Wherever the word "lines" appears in the entries, copy the whole line.
<<<<
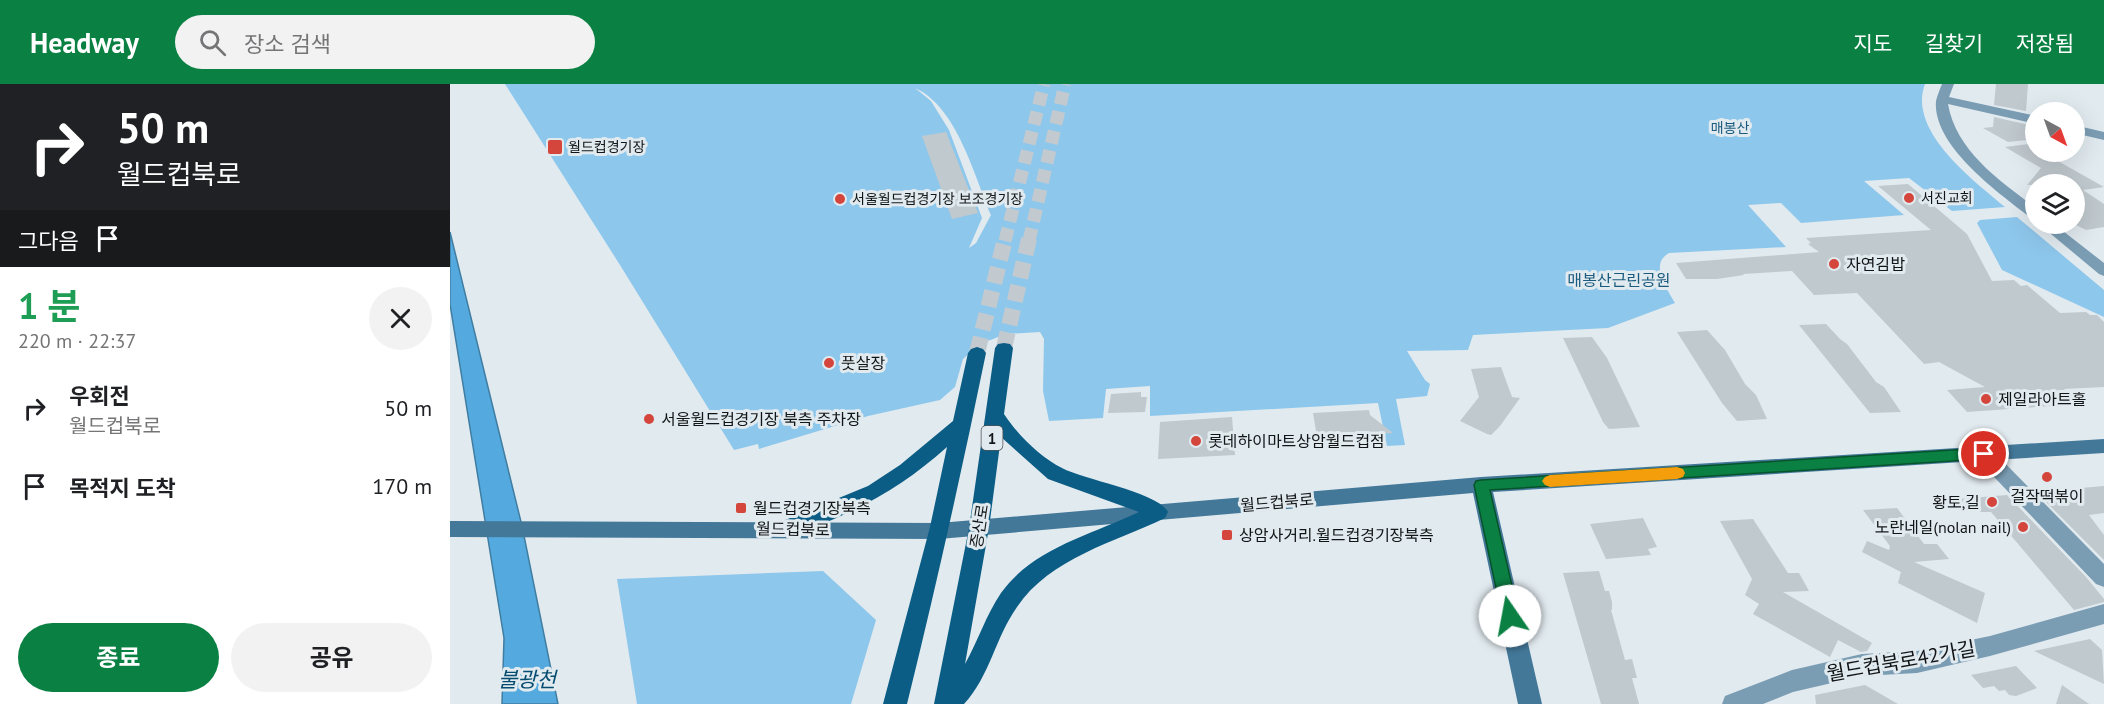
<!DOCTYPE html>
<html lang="ko">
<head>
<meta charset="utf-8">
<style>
	:root { --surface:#fff; --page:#f2f2f2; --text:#202124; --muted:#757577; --accent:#0b8043 }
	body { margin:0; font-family:"PT Sans","Noto Sans KR",sans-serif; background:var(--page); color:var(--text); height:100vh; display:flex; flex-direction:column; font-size:22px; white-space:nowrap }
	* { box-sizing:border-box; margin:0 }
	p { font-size:20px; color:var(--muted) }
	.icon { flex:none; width:33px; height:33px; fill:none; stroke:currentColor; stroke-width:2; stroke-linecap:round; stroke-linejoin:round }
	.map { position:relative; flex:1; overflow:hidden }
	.side { display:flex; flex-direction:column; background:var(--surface); width:450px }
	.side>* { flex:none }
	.guide { background:#202124; color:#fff; overflow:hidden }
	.needle { width:39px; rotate:139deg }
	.buttons { position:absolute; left:1575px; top:18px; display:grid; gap:12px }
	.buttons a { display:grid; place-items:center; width:60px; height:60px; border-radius:50%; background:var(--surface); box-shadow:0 6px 24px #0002; font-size:30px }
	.pin { position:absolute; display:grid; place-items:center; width:51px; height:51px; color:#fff; margin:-26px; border:3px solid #fff; border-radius:50%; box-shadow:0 2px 6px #0007 }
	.me { position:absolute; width:66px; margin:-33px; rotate:348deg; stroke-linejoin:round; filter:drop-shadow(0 0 4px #0008) }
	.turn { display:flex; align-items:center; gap:21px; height:126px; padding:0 18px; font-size:27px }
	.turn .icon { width:78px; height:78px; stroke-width:2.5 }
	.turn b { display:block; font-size:42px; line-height:51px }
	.then { display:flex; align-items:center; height:57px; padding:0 18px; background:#0003; gap:12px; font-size:22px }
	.round { display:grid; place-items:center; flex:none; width:63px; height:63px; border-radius:32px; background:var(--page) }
	.headline { display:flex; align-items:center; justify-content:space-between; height:102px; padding:0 18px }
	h1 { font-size:36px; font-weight:700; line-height:45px; color:#1e9e55 }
	.button { display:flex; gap:12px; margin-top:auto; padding:12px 18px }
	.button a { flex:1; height:69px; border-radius:36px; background:var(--accent); color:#fff; font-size:24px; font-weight:700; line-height:69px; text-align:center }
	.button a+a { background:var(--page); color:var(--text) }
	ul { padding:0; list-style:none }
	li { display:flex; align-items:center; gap:18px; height:78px; padding:0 18px }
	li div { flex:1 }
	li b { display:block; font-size:22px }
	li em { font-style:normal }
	header { display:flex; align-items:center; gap:36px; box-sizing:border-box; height:84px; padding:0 30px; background:var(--accent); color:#fff }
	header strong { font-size:28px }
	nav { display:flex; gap:33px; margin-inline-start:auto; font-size:21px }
	.search { width:420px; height:54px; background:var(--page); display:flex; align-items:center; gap:15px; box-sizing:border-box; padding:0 21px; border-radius:33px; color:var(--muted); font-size:22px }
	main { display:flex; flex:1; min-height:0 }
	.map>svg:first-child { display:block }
	.green { fill:#8ec7ec; fill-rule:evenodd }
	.water { fill:#54aade; stroke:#407da2; stroke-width:1.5 }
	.building { fill:#c0c9ce }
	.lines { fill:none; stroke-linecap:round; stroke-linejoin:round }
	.primary-tunnel-far1 { stroke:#c2cacf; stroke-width:13; stroke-dasharray:13 7; stroke-linecap:butt }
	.primary-tunnel { stroke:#c2cacf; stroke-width:16; stroke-dasharray:16 8; stroke-linecap:butt }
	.street { fill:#7b9db4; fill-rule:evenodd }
	.secondary { fill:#437899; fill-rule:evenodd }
	.primary { fill:#0b5d85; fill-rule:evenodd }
	.route { fill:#0b8043; stroke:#07532c; stroke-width:1.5 }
	.slow { fill:#f59e0b }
	.poi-dot { fill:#d4463c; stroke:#e1eaef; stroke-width:2 }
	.labels { text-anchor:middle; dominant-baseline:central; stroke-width:6; stroke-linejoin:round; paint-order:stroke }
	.far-park-label { font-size:14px; fill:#1b5b7f; stroke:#e1eaef }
	.far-poi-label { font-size:14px; fill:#121517; stroke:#e1eaef; text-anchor:start }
	.shield { fill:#e1eaef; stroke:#505558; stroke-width:1.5 }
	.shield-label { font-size:15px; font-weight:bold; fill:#121517 }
	.poi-label { font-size:16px; fill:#121517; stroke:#e1eaef; text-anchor:start }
	.park-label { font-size:16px; fill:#1b5b7f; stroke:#e1eaef }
	.street-label { font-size:16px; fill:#121517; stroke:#e1eaef }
	.near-street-label { font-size:20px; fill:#121517; stroke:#e1eaef }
	.near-water-label { font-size:21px; font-style:italic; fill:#054d70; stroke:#e1eaef }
</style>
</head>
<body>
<header>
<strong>Headway</strong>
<div class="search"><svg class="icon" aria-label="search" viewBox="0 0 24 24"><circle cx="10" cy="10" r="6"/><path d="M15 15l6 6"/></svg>장소 검색</div>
<nav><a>지도</a><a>길찾기</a><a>저장됨</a></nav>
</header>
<main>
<section class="side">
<div class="guide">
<div class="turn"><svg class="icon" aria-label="right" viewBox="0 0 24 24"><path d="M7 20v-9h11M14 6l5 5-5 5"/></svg><div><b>50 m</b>월드컵북로</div></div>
<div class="then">그다음<svg class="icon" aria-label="arrive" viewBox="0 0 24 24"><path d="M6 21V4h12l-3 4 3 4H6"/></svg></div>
</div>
<div class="headline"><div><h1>1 분</h1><p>220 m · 22:37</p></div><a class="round"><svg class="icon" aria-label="close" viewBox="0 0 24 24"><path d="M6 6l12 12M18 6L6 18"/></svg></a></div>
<ul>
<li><svg class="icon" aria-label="right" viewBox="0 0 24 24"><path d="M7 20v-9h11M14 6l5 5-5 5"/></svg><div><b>우회전</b><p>월드컵북로</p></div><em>50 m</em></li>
<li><svg class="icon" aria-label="arrive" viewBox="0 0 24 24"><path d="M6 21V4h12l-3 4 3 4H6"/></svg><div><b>목적지 도착</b></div><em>170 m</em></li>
</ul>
<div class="button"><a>종료</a><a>공유</a></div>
</section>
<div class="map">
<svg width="1654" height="620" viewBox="0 0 1654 620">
	<rect width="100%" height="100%" fill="#e1eaef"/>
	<g class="green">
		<path d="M 55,0 L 1475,0 C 1457,47 1524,97 1555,123 L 1502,127 L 1459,94 L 1414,97 L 1454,131 L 1351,139 L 1331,119 L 1298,121 L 1336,163 L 1219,169 C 1199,180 1217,205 1225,219 L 1158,244 L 1023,251 L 1018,266 L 957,267 L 975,296 L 980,300 L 977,312 L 946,315 L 955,361 L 937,362 L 928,319 L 700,332 L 700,302 L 656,305 L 653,334 L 599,337 L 593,307 L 594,255 L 590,248 L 556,250 L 530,260 L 513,275 L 505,303 L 490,316 L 418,332 L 309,365 L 308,360 L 284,366 L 170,181 ZM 465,4 C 507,23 524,91 541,131 L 526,159 L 519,164 L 532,134 L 499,46 L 481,17 Z"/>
		<path d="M 1567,133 L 1654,206 L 1654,233 L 1552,186 L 1527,139 L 1530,136 Z"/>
		<path d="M 373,487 L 426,536 L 401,620 L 187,620 L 167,495 Z"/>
	</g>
	<path class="water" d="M 0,148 L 72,442 L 108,620 L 52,620 L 54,554 L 0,220 Z"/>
	<g class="building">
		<path d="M 1546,0 L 1578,0 L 1576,27 L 1544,21 Z"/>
		<path d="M 1544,33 L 1579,41 L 1586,44 L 1586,55 L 1558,58 L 1533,44 L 1543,43 Z"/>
		<path d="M 496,48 L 528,129 L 502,135 L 472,52 Z"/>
		<path d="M 1579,60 L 1586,64 L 1586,68 L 1592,68 L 1654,103 L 1633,106 L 1654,120 L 1654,143 L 1636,146 L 1624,140 L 1624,100 L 1577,101 L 1591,84 L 1555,63 Z"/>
		<path d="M 1458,100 L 1517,150 L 1542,197 L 1564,196 L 1571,202 L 1577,201 L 1610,229 L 1636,228 L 1640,231 L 1647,231 L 1654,238 L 1654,303 L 1614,305 L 1629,320 L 1517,328 L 1497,306 L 1535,303 L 1489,278 L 1474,280 L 1407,209 L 1364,211 L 1342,187 L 1293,190 L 1294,191 L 1267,195 L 1236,195 L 1226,179 L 1369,168 L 1358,160 L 1361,159 L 1356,154 L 1481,146 L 1428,102 Z"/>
		<path d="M 1376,240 L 1390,255 L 1397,260 L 1426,298 L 1434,303 L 1451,328 L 1420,329 L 1349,241 Z"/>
		<path d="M 1257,246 L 1275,266 L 1295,300 L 1306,311 L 1317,335 L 1287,337 L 1272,319 L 1227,248 Z"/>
		<path d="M 1142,253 L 1157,274 L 1190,343 L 1159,345 L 1153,338 L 1113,254 Z"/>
		<path d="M 1051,283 L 1062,313 L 1070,314 L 1050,342 L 1041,351 L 1037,350 L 1010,337 L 1029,313 L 1021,285 Z"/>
		<path d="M 691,308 L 691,313 L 697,313 L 695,328 L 658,329 L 661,310 Z"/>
		<path d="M 919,326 L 920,331 L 943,349 L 867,353 L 863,329 Z"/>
		<path d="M 782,333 L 785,371 L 708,375 L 710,338 Z"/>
		<path d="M 1654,402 L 1654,429 L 1639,431 L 1654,451 L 1654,476 L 1593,415 L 1596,407 Z"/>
		<path d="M 1557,411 L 1636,493 L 1654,515 L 1654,518 L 1624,526 L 1541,428 L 1531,428 L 1508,415 Z"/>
		<path d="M 1447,424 L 1474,460 L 1487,460 L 1499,475 L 1464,478 L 1535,509 L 1527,539 L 1448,499 L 1451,488 L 1412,468 L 1417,457 L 1439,466 L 1440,462 L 1413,426 Z"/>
		<path d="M 1193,434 L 1207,463 L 1198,465 L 1201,471 L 1156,475 L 1140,440 Z"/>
		<path d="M 1303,435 L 1338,489 L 1349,489 L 1359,507 L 1333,508 L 1422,559 L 1417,567 L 1411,568 L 1388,556 L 1380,573 L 1303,530 L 1309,520 L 1295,511 L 1302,495 L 1270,437 Z"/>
		<path d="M 1149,487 L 1155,507 L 1159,507 L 1162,518 L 1162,526 L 1161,526 L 1175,576 L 1182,575 L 1187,594 L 1182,594 L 1189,620 L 1151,620 L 1113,489 Z"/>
		<path d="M 1640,555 L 1652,566 L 1654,600 L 1584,567 Z"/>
		<path d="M 1566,582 L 1587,604 L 1566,612 L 1559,611 L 1555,606 L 1549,607 L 1544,602 L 1533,604 L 1521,591 Z"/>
		<path d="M 1415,601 L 1448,620 L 1366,620 L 1365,611 Z"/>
		<path d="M 1612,601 L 1639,620 L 1606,620 Z"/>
	</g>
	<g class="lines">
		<g class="primary-tunnel-far1">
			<path d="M 555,157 L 594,0"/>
			<path d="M 579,157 L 615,0"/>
		</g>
		<g class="primary-tunnel">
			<path d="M 554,264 L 579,155"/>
			<path d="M 527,269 L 555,155"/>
		</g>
		<g class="street">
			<path d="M 1492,0 L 1504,0 L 1499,13 L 1586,32 L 1586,40 L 1498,20 C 1506,67 1550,97 1586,124 L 1586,135 L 1581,134 C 1550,110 1482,62 1486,17 C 1487,12 1490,5 1492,0 Z"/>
			<path d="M 1624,41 L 1654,48 L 1654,56 L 1624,49 Z"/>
			<path d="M 1589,140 L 1604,140 L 1654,179 L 1654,192 L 1649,190 Z"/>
			<path d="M 1534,363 L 1541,365 L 1654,480 L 1654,503 L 1646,500 L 1527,375 L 1524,370 L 1527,365 Z"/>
			<path d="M 1654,520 L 1654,540 L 1540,572 L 1467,589 L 1412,592 L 1343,608 L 1313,620 L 1272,620 L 1275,612 L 1342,586 L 1412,570 L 1467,567 L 1540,552 Z"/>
		</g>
		<path class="secondary" d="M 1654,355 L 1654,369 L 1043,408 L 1092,620 L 1068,620 L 1023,409 L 489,455 L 0,453 L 0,437 L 489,439 L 1031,393 Z"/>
		<g class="primary">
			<path d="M 554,259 L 560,260 L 563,264 L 554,330 C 567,350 590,373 612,384 C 634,396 708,408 718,428 L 715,434 C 665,458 600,474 567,523 C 545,554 540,592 514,620 L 484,620 L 519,444 L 545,264 L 548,260 ZM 551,353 L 598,395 L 689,428 C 641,451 583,464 551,509 C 536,531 528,557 515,580 L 539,444 Z"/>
			<path d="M 527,263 L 533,265 L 536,269 C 512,386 486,503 457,620 L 433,620 L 480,443 L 497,363 C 448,407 398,433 335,453 L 328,451 L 325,445 L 328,439 L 418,402 L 450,381 L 503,337 L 518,269 L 521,265 Z"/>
		</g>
	</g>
	<path class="route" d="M 1534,364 L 1541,370 L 1534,375 L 1040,406 L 1069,532 L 1066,538 L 1060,540 L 1054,538 L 1052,532 L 1024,401 L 1026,397 L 1031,396 Z"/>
	<path class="slow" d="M 1227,383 L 1233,385 L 1235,389 L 1233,393 L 1227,395 L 1100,403 L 1095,401 L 1092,397 L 1095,393 L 1100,391 Z"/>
	<g class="poi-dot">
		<rect x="97" y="55" width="16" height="16" rx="3"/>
		<circle cx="1459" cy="114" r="6"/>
		<circle cx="390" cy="115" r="6"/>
		<circle cx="1384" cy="180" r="6"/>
		<circle cx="379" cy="279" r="6"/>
		<circle cx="1536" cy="315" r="6"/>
		<circle cx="199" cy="335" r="6"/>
		<circle cx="746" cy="357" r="6"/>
		<circle cx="1597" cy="393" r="6"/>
		<circle cx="1542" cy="418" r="6"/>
		<rect x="285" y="418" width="12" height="12" rx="3"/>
		<circle cx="1573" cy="443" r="6"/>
		<rect x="771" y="445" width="12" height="12" rx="3"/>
	</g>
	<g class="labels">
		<g class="far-park-label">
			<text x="1280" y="44">매봉산</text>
		</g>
		<g class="far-poi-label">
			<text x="118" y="63">월드컵경기장</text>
			<text x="1471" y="114">서진교회</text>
			<text x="402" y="115">서울월드컵경기장 보조경기장</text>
		</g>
		<rect class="shield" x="531.5" y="342" width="21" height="24" rx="4.5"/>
		<g class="shield-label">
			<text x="542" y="354">1</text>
		</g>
		<g class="poi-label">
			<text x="1396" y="180">자연김밥</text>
			<text x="391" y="279">풋살장</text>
			<text x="1548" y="315">제일라아트홀</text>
			<text x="211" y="335">서울월드컵경기장 북측 주차장</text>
			<text x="758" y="357">롯데하이마트상암월드컵점</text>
			<text x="1597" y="412" text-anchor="middle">걸작떡볶이</text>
			<text x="1530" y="418" text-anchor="end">황토,길</text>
			<text x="303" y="424">월드컵경기장북측</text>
			<text x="1561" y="443" text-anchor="end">노란네일(nolan nail)</text>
			<text x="789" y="451">상암사거리.월드컵경기장북측</text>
		</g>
		<g class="park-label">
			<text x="1169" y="196">매봉산근린공원</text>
		</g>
		<g class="street-label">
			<text transform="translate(827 418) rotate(-5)">월드컵북로</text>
			<text transform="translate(529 442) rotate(-81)">증산로</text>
			<text transform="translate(343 445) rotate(1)">월드컵북로</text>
		</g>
		<g class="near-street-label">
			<text transform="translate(1451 577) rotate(-10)">월드컵북로42가길</text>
		</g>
		<g class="near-water-label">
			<text x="77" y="595">불광천</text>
		</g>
	</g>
</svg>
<div class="buttons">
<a><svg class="needle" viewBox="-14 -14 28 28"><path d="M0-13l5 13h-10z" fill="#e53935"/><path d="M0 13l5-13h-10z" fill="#757577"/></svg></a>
<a><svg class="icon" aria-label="layers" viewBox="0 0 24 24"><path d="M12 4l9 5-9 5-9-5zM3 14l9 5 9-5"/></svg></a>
</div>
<div class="pin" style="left:1534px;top:370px;background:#d93025"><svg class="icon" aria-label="arrive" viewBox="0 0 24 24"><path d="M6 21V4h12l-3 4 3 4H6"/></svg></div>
<svg class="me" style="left:1060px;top:532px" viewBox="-20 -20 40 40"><circle r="19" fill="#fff"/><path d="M0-13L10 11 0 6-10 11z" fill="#0b8043"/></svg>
</div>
</main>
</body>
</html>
>>>>
Response area:
	.lines { fill:none; stroke-linecap:round; stroke-linejoin:round }
	<g class="lines">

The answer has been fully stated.